• [TASK]:
The required result is each line of the entries below containing the string "street".

• [Recorded data]:
- Opening Delimiter -
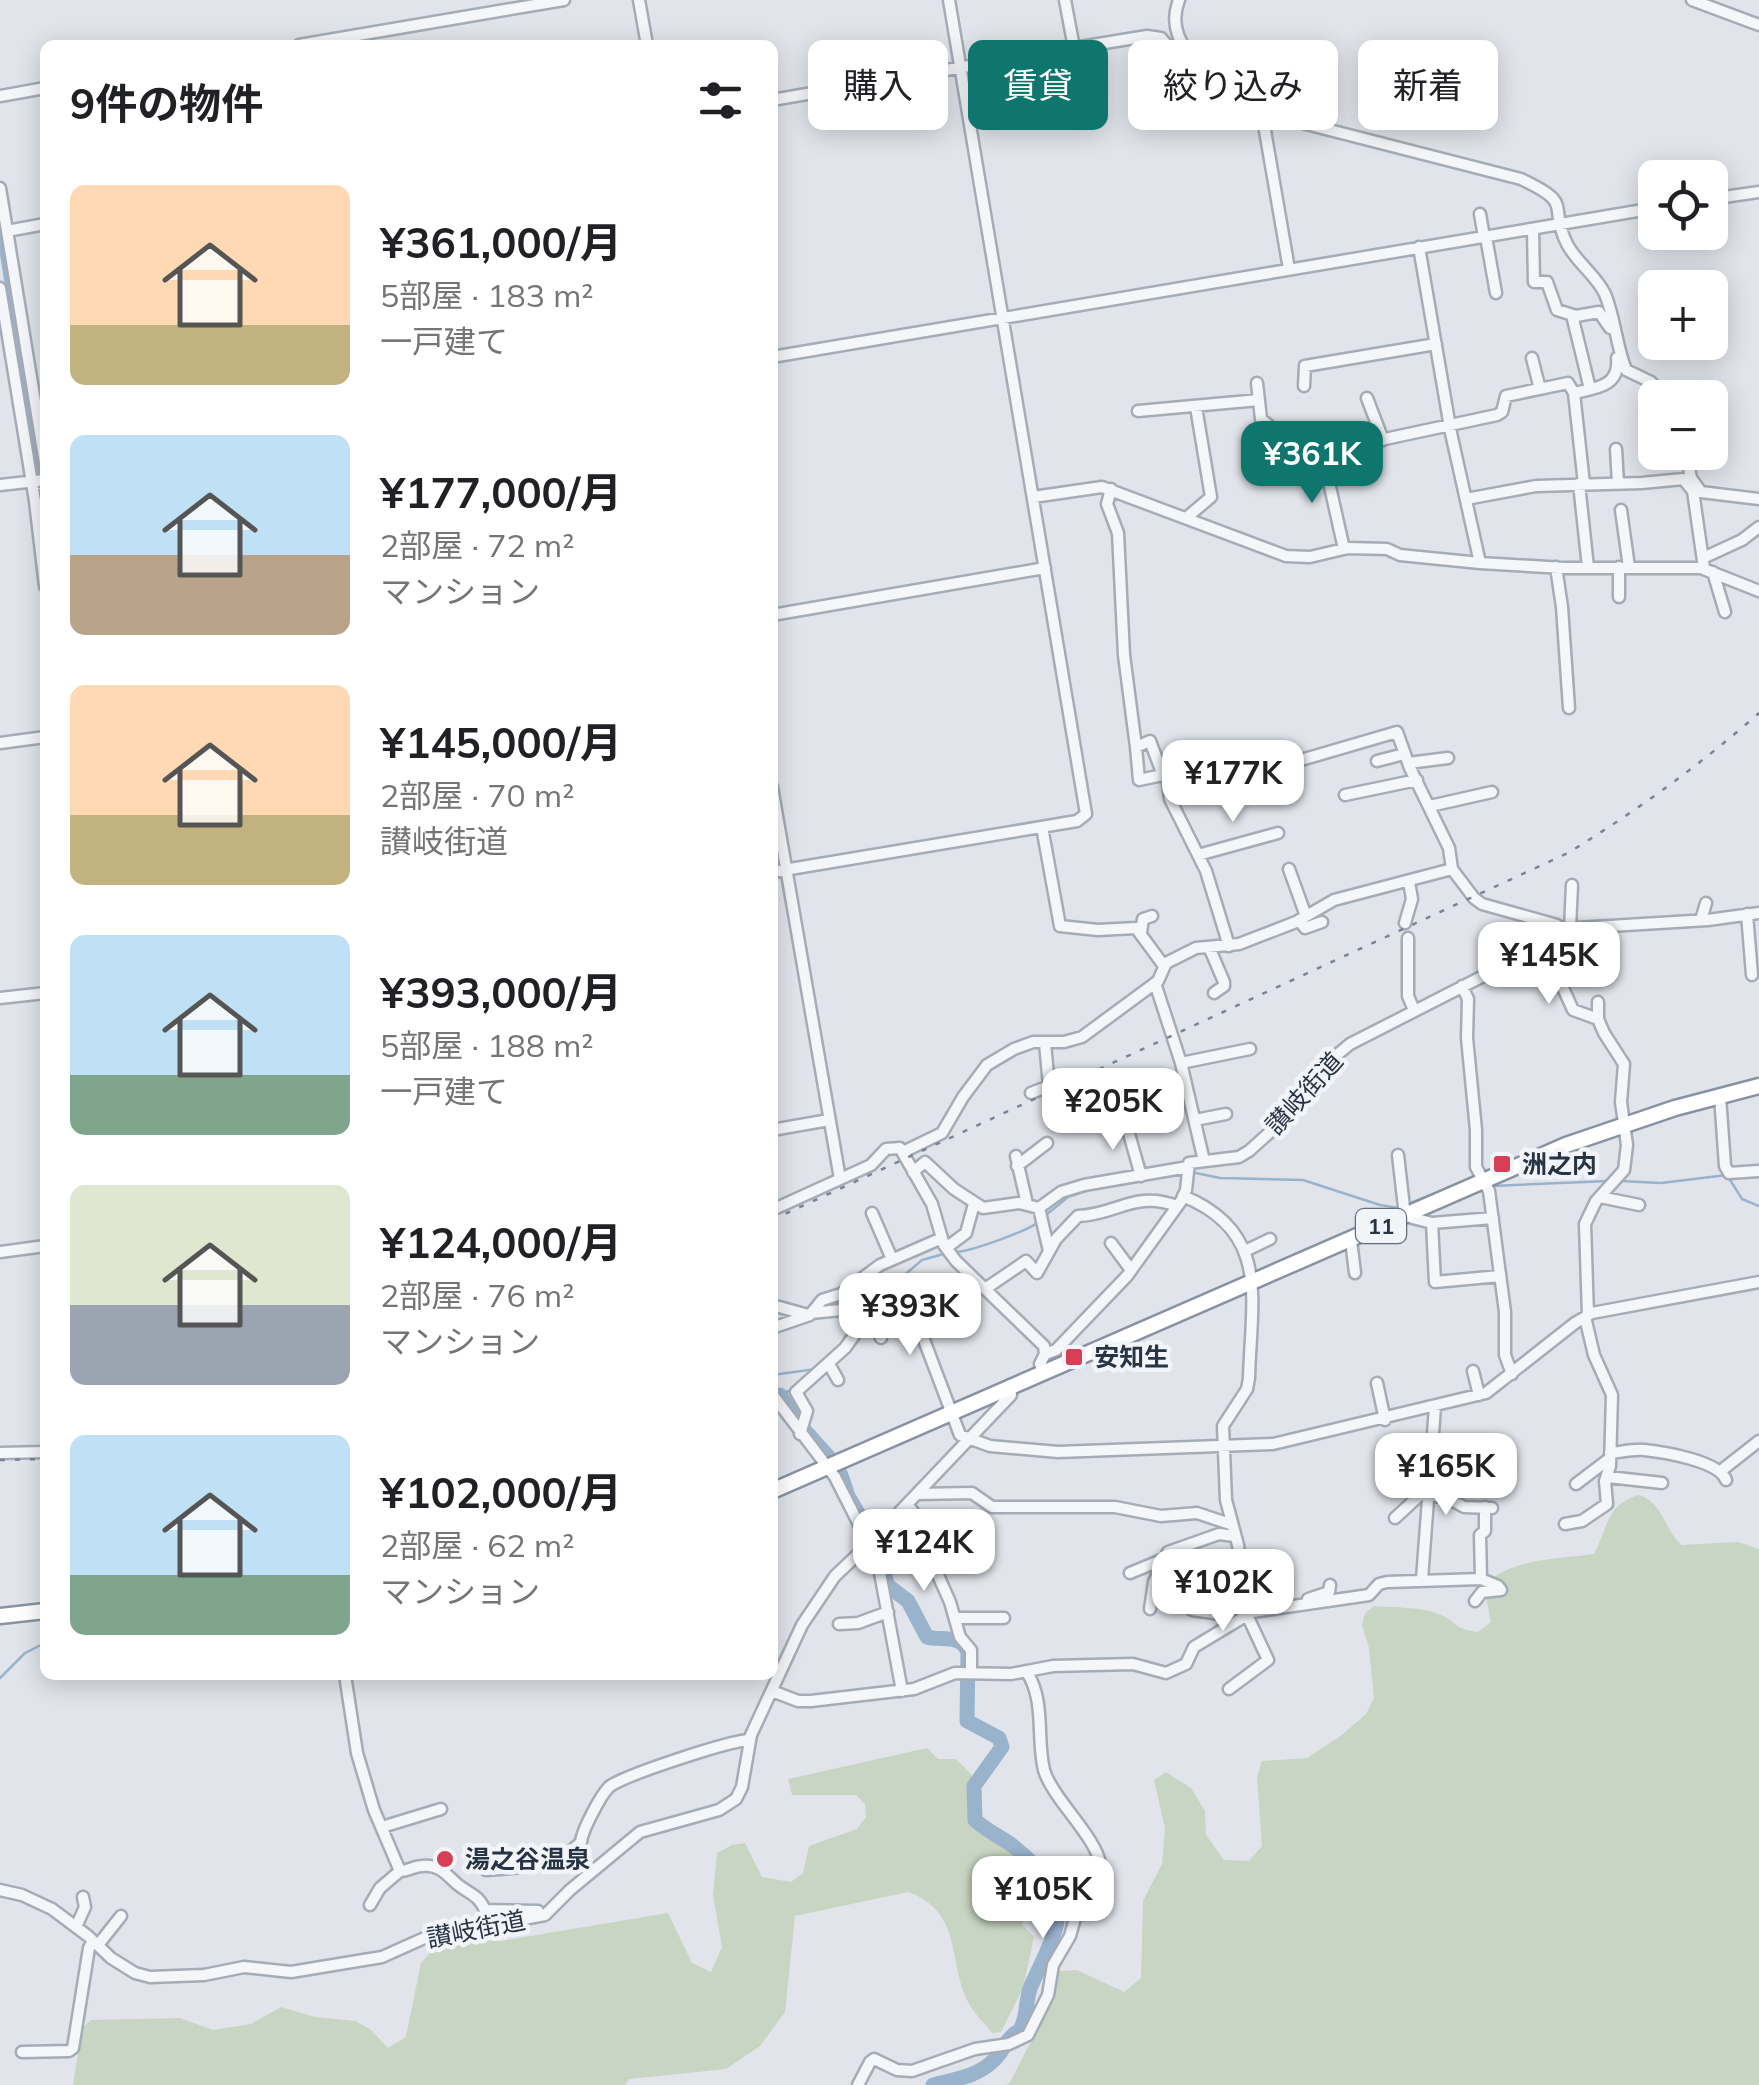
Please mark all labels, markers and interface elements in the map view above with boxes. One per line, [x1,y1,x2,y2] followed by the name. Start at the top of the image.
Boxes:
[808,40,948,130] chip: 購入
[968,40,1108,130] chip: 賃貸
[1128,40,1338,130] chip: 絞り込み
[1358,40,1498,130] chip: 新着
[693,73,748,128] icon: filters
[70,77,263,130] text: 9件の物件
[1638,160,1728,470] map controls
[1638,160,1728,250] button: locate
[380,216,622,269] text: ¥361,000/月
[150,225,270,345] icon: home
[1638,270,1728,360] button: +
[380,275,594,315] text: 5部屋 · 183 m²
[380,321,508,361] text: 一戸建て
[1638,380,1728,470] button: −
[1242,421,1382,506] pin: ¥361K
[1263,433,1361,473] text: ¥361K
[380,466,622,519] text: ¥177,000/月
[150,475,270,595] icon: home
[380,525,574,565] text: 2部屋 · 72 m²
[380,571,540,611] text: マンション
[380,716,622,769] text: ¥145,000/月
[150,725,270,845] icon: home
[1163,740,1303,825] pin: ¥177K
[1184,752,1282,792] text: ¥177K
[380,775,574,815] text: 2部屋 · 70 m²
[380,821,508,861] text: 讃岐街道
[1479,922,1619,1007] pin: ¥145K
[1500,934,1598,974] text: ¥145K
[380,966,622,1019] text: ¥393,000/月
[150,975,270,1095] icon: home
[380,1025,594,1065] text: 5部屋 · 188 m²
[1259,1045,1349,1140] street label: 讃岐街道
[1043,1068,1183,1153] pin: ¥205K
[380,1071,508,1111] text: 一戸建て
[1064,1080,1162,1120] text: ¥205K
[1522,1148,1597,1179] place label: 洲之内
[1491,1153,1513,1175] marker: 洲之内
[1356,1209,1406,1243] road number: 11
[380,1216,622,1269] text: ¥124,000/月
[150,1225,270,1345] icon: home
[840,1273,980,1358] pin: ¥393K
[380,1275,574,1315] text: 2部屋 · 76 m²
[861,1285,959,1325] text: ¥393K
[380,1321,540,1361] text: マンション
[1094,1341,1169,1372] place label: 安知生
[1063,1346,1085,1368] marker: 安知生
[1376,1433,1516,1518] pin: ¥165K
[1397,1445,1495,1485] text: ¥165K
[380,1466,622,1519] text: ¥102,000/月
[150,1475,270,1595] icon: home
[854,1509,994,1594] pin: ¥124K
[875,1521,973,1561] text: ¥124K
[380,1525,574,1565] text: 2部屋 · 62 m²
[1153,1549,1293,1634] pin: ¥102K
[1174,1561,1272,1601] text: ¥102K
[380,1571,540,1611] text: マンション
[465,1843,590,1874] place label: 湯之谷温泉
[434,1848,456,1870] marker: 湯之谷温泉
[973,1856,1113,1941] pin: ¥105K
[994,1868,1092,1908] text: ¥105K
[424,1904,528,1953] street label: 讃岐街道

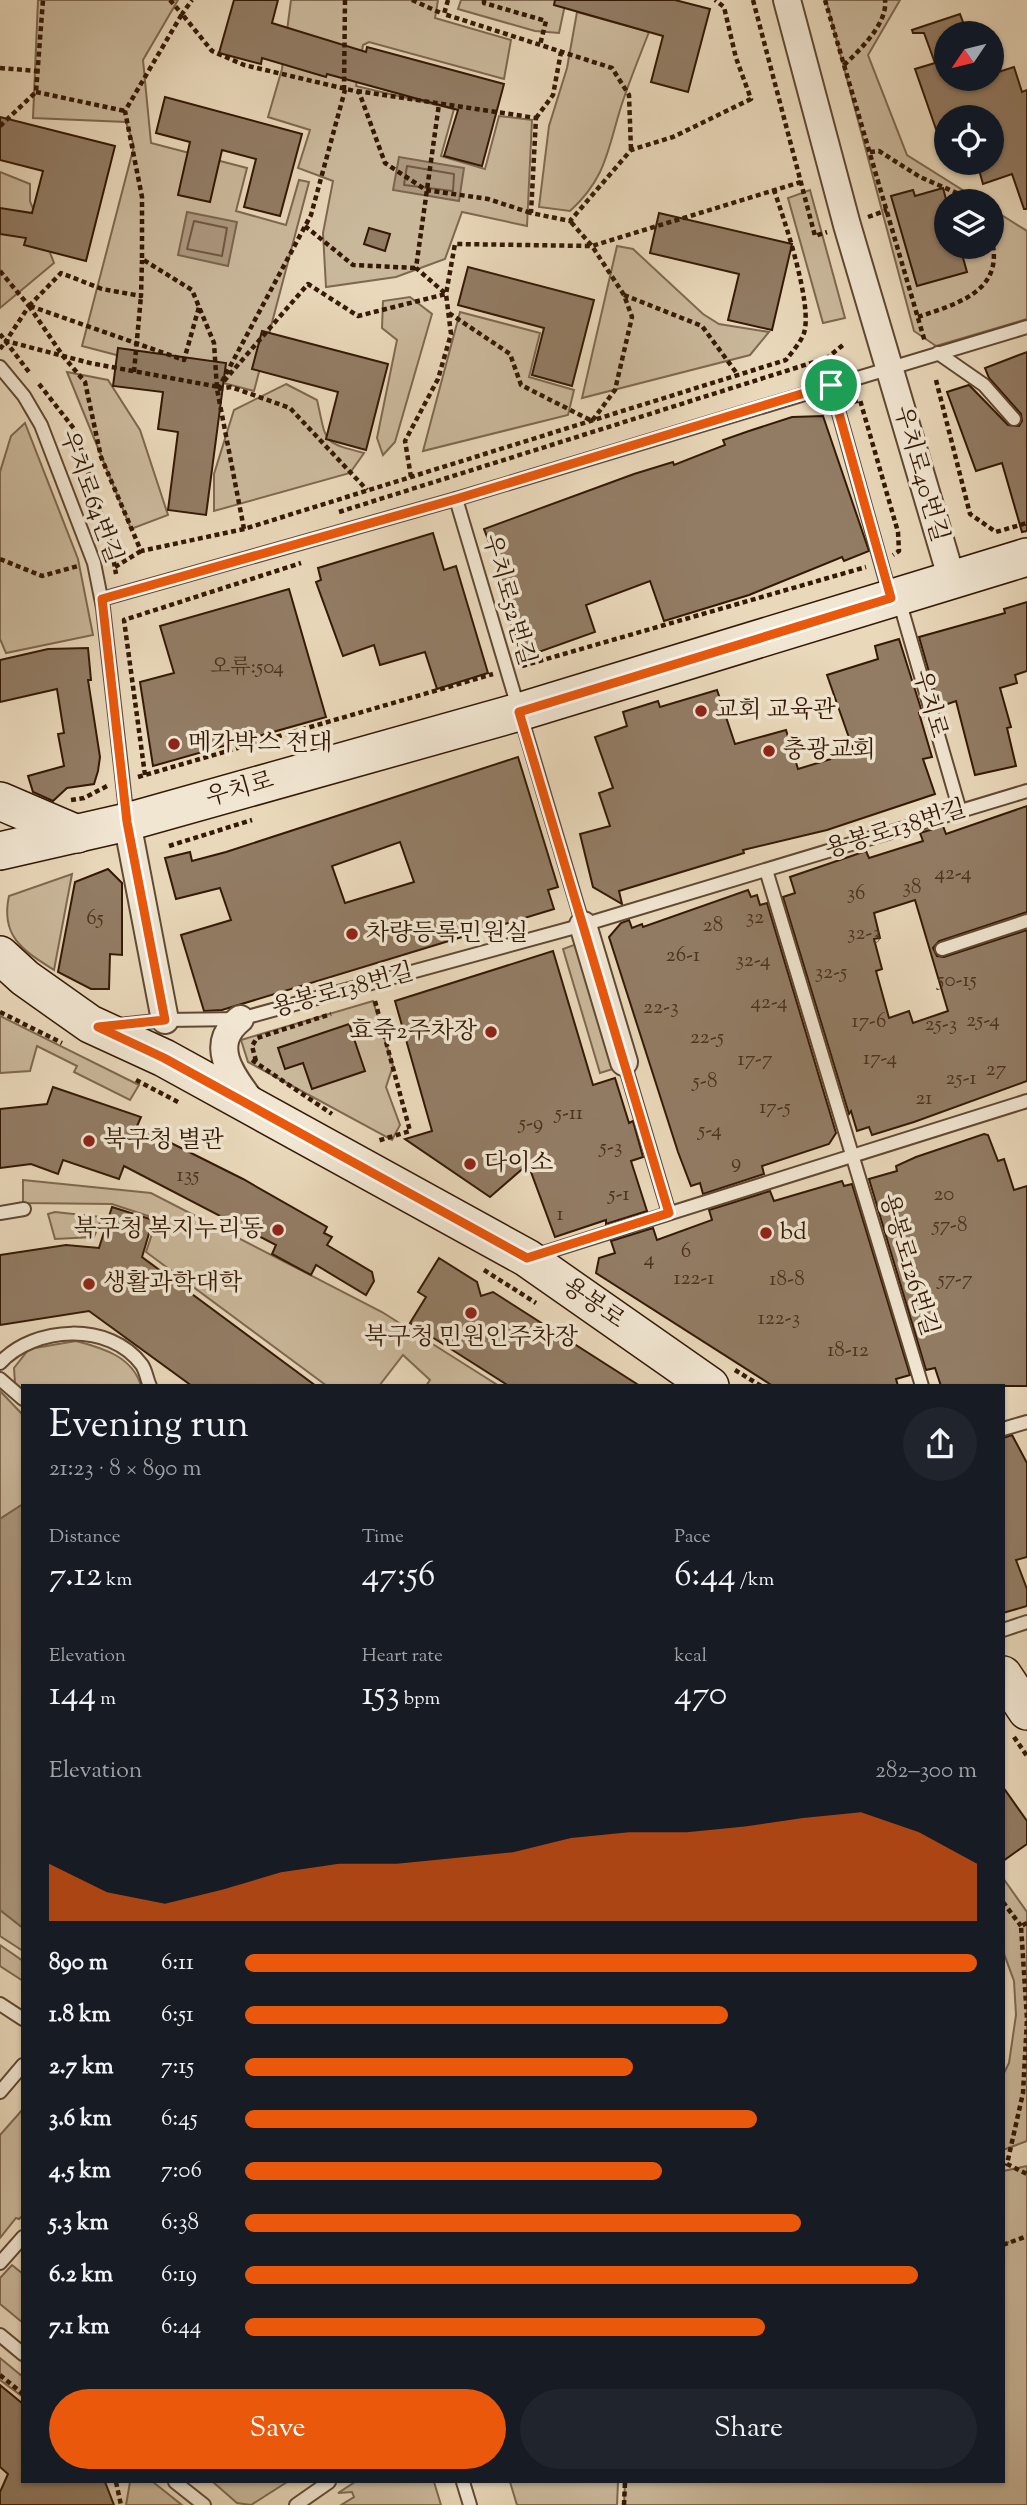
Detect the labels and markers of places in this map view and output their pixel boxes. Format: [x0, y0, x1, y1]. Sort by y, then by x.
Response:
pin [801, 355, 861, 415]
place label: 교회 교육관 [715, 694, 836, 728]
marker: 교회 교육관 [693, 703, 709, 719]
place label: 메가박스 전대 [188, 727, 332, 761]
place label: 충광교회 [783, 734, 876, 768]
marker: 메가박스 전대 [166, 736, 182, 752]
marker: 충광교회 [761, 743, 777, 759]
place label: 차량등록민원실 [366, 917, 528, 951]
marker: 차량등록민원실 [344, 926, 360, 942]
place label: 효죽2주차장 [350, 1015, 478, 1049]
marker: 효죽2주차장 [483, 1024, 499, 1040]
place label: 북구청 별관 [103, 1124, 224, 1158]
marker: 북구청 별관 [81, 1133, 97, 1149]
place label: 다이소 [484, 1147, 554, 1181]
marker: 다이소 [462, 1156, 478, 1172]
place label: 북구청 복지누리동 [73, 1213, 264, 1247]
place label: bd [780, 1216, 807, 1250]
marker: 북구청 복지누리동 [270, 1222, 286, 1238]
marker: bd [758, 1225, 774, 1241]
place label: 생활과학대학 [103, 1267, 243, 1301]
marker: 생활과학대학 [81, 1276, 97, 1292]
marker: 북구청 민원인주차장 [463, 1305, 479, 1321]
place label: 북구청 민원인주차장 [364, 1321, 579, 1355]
- Closing Delimiter -
• [RESULT OF THE EXERCISE]:
[1259,1045,1349,1140] street label: 讃岐街道
[424,1904,528,1953] street label: 讃岐街道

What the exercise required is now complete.